# Making the Move to Guadalajara



## HoneyBee23 (May 12, 2011)

Hey everyone! This is my first post but I have spent all afternoon searching the forum and have found all the info extremely helpful, so thanks to all who have contributed 

My family and I (plus 2 dogs) are moving to Guadalajara at the end of June and I have never driven through Mexico before so I would really appreciate any and all advice anyone can offer. I will be crossing at Nuevo Laredo and I would like to know where a good place to spend a night would be since I don't think we will be able to make the drive in one day and anything to look out for or the best route to take, all that kind of stuff. 

I do have a daughter who will be going to school once we get settled so I was hoping that someone who has been through that process could give some idea of what to expect and what we'll need or any helpful advice you have to offer. 

I will greatly appreciate any and all helpful advice you all have to offer, Thanks in advance.


----------



## conklinwh (Dec 19, 2009)

I can't help with Guadalajara but I just drove 57/85 heading north with no problem.
You didn't say when you planned to cross or which crossing so I will assume reasonably eary(+/-8AM) and in Nuevo Laredo versus Columbia. Immigration/banjercito is located between the Nuevo Laredo crossings and basically under them. Normally this process +/- 30 min. After completing paperwork, take a right exiting the lot and this will take you to the perifique around Nuevo Laredo to 85 south to Monterrey. I always max the cuotas starting with 85D south to Monterrey and then toward & around Saltillo, Matehuala and San Luis Potosi. I would suggest stopping in San Luis Potosi(SLP) as easy drive from the border and easy 2nd day to Guadalajara. My suggestion would also be to take the bypass around San Luis and come into SLP from the south to avoid the frequent "mordita" stop on the libramiento near the airport exit from 57. There are nice places downtown but also a number of reasonable highway hotels. You didn't mention a pet that could limit options.


----------



## HoneyBee23 (May 12, 2011)

Thanks for the reply. And yes I will be crossing at Laredo International bridge hopefully by 7am. I was told to take bridge #2 so that's what I was planning on doing. I will be bringing my 2 dogs with me and since 1 is quite large I doubt there is much chance of "sneaking" her in somewhere so if I can find a pet friendly hotel that would be great, but not absolutely necessary. 

It's great to hear from someone who has just made the drive since I'm sure we all have heard the horror stories and it is a bit worrisome. And thanks for the tip about the Mordita stop, I am hoping to avoid any hassles if possible. 
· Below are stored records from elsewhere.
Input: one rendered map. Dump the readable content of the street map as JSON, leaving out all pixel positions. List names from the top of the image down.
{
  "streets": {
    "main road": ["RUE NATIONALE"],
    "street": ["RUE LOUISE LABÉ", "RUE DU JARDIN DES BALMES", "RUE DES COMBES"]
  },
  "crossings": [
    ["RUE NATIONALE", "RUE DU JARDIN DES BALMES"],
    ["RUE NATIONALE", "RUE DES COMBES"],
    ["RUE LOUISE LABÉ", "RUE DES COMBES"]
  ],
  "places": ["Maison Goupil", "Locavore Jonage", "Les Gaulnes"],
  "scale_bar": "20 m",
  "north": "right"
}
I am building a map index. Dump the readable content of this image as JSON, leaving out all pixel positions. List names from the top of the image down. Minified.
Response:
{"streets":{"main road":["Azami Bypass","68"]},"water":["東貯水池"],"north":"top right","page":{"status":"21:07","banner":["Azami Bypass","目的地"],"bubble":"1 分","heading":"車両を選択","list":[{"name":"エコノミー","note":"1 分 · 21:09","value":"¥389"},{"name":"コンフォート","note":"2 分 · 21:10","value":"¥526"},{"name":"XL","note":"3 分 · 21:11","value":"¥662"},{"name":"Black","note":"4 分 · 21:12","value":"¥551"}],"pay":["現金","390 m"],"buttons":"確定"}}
I do have one more question, I am planning on relying on my GPS for directions so will that have the route to take for the bypass? Or should I get map?


----------



## RVGRINGO (May 16, 2007)

The Guia Roji Gran Atlas is the best road map for Mexico. Get the large size online. In Mexico, you will find large green highway signs very helpful if you plan your trip with a map. Just know where you want to pass through or around, go beyond and go to; picking up the next further city as the signs indicate. A GPS in Mexico can be helpful, or can really confuse you on other than main routes. Also, Mexican road building can outpace the software available, and they get one-way streets & laterals wrong much of the time.


----------



## HoneyBee23 (May 12, 2011)

RVGRINGO said:


> The Guia Roji Gran Atlas is the best road map for Mexico. Get the large size online. In Mexico, you will find large green highway signs very helpful if you plan your trip with a map. Just know where you want to pass through or around, go beyond and go to; picking up the next further city as the signs indicate. A GPS in Mexico can be helpful, or can really confuse you on other than main routes. Also, Mexican road building can outpace the software available, and they get one-way streets & laterals wrong much of the time.


In that case I will def. invest in a map. 

Are the hotels by the highway usually safe or is it better to stay somewhere in the city? 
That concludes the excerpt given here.